Stored items from a collection:
───
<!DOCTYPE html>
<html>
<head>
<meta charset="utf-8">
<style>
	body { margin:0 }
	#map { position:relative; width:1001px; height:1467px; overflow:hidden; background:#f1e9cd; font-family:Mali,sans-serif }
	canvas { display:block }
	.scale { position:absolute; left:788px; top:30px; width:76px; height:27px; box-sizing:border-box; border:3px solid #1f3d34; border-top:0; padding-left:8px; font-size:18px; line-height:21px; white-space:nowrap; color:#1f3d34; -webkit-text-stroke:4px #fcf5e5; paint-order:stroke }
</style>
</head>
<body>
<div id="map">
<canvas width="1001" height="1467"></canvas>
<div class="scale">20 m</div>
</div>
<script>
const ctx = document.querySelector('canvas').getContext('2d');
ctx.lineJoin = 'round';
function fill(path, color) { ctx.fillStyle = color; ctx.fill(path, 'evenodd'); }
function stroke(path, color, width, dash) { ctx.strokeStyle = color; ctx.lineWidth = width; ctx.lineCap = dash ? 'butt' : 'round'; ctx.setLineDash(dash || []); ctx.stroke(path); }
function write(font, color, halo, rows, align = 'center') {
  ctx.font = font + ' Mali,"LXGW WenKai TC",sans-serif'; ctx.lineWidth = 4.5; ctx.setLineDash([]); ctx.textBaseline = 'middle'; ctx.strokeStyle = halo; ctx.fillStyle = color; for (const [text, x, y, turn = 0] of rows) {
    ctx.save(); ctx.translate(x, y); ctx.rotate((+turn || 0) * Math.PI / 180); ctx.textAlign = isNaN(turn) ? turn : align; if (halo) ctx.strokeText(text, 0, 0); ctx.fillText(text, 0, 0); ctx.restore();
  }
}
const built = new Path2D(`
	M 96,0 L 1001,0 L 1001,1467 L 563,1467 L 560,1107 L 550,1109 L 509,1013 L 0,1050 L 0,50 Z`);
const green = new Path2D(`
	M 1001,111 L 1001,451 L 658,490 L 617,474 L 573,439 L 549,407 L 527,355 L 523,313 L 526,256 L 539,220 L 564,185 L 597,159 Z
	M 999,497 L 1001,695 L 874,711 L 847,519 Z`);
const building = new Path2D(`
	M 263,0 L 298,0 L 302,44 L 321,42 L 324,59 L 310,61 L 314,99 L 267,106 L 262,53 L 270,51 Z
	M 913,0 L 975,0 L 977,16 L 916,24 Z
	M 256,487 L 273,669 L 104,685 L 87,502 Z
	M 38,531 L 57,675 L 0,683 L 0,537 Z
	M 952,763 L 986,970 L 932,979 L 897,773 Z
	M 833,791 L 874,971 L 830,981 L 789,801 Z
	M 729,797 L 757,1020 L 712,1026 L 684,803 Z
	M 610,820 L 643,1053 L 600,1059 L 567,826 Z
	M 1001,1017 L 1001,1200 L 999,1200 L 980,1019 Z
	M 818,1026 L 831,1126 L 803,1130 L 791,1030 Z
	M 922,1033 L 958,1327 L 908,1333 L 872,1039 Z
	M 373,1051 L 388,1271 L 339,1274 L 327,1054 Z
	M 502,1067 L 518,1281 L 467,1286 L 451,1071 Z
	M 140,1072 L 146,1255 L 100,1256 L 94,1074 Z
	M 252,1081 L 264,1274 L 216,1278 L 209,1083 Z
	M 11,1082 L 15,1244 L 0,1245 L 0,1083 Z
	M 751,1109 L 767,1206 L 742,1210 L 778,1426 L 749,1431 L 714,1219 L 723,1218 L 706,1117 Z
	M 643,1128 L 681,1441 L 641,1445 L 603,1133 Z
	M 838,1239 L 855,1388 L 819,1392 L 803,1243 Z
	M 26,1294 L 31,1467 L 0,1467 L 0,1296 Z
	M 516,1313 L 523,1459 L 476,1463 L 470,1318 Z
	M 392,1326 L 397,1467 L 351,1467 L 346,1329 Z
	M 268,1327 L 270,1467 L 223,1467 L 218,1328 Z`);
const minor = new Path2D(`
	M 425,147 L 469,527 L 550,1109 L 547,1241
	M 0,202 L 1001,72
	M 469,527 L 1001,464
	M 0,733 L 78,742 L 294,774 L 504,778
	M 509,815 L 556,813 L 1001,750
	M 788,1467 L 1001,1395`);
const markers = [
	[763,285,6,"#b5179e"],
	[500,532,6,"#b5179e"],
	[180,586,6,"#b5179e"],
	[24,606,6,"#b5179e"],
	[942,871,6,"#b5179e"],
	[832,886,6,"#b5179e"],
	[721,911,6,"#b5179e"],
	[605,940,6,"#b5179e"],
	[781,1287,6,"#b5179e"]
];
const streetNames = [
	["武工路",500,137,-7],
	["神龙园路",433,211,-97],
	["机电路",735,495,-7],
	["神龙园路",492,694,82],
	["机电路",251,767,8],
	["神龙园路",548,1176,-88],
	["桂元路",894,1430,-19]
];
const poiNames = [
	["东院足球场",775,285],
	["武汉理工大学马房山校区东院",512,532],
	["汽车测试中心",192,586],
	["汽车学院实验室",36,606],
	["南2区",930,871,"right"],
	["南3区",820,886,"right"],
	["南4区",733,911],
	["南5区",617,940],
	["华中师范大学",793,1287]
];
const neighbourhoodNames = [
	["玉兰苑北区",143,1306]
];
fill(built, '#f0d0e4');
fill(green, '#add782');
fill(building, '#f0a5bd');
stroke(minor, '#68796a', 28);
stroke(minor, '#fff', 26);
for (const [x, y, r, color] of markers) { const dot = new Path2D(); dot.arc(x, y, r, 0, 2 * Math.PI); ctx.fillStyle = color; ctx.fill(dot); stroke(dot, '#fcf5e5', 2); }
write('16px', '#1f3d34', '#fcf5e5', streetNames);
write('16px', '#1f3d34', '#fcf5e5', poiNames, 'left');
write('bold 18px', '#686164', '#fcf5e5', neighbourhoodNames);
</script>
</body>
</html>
───
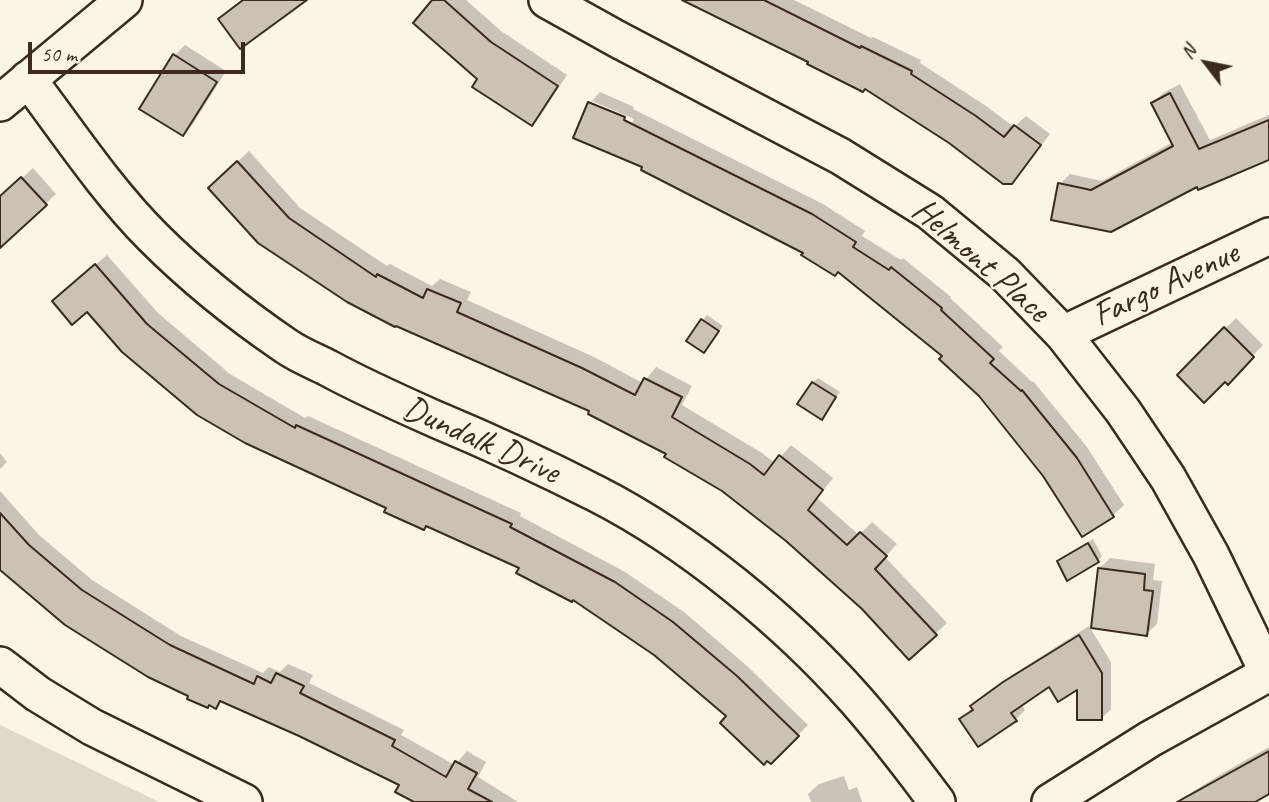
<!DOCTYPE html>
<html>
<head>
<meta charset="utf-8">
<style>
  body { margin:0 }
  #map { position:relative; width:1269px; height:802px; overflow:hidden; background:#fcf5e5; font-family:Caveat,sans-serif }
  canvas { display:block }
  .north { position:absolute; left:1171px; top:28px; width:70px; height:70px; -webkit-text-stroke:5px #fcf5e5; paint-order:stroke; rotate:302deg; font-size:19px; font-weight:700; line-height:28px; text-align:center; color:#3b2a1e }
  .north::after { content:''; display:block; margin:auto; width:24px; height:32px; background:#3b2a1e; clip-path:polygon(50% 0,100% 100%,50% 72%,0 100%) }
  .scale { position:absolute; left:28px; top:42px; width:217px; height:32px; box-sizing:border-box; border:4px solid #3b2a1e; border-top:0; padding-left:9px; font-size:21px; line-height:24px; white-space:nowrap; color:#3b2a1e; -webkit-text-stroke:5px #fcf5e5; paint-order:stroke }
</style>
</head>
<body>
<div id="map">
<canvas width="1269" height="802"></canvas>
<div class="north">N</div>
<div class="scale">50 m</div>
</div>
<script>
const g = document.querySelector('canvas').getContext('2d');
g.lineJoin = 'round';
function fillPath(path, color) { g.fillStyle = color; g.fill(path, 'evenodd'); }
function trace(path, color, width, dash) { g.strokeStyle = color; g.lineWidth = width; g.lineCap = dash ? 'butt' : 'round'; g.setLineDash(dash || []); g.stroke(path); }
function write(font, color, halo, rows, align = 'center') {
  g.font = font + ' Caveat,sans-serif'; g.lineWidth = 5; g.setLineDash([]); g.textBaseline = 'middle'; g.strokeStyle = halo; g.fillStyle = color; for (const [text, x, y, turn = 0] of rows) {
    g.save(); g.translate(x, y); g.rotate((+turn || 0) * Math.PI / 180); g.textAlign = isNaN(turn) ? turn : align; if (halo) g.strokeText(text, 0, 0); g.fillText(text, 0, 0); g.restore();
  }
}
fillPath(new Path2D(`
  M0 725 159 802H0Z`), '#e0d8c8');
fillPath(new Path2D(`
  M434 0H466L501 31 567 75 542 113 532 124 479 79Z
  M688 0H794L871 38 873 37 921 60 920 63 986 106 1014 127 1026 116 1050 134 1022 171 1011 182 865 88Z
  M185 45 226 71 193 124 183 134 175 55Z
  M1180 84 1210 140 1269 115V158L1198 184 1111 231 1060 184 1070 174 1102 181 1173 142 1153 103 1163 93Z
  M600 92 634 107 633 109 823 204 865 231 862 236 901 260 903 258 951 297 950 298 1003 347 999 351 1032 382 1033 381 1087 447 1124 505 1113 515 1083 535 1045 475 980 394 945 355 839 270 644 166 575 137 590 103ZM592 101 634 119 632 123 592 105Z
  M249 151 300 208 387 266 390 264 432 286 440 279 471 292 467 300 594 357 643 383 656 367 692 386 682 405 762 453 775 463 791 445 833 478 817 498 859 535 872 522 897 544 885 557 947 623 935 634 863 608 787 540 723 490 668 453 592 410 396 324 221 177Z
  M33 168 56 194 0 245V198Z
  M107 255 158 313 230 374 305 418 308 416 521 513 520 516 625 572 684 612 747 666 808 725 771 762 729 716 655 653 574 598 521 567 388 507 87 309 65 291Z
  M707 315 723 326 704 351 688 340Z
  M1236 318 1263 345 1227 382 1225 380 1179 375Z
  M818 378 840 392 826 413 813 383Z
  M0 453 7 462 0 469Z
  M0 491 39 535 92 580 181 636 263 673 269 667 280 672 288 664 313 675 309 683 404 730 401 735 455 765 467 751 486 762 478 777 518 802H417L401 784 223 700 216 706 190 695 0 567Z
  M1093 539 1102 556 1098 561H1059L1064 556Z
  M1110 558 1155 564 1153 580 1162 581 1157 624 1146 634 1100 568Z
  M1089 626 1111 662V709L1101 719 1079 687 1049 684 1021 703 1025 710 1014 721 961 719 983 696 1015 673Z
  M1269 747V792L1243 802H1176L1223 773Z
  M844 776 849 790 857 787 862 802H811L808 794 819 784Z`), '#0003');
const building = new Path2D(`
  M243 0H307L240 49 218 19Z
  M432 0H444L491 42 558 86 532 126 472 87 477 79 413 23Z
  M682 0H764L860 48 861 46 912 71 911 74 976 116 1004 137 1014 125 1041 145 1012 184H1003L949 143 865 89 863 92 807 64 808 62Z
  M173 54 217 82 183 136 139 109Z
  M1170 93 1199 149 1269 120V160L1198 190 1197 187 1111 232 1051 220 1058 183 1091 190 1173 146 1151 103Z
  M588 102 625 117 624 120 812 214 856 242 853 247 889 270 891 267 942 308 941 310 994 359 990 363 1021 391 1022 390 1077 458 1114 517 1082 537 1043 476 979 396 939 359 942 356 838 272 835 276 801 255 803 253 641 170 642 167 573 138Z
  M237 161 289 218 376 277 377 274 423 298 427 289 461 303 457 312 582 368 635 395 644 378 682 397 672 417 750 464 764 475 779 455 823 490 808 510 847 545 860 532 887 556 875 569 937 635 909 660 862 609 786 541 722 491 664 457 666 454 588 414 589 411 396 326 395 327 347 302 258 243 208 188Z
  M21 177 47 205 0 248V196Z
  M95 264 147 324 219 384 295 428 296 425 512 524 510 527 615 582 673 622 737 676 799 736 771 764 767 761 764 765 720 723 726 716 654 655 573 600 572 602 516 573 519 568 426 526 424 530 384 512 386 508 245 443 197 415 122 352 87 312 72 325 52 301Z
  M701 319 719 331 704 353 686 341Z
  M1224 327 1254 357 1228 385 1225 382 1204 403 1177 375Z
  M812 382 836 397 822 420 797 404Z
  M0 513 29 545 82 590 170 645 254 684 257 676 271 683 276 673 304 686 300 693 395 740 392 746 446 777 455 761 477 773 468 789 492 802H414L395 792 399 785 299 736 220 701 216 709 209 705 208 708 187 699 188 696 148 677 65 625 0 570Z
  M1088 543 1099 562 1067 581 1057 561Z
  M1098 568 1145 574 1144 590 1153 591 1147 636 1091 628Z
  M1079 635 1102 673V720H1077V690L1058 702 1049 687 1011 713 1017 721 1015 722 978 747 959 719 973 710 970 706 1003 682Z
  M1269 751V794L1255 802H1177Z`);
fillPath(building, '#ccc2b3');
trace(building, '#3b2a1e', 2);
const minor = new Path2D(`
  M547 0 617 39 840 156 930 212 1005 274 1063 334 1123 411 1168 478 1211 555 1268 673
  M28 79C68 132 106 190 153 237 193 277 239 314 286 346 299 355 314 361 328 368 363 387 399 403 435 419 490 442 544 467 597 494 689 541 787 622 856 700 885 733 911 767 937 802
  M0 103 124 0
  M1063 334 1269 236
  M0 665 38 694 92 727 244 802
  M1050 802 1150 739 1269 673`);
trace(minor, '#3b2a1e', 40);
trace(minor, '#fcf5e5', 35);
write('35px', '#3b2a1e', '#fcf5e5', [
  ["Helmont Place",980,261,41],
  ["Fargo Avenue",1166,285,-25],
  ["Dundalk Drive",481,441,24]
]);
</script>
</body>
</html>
───
▸ DIRECTIONS
Each line above that contains the string "isNaN" should be copied.

▸ EXERCISE RESULT
    ctx.save(); ctx.translate(x, y); ctx.rotate((+turn || 0) * Math.PI / 180); ctx.textAlign = isNaN(turn) ? turn : align; if (halo) ctx.strokeText(text, 0, 0); ctx.fillText(text, 0, 0); ctx.restore();
    g.save(); g.translate(x, y); g.rotate((+turn || 0) * Math.PI / 180); g.textAlign = isNaN(turn) ? turn : align; if (halo) g.strokeText(text, 0, 0); g.fillText(text, 0, 0); g.restore();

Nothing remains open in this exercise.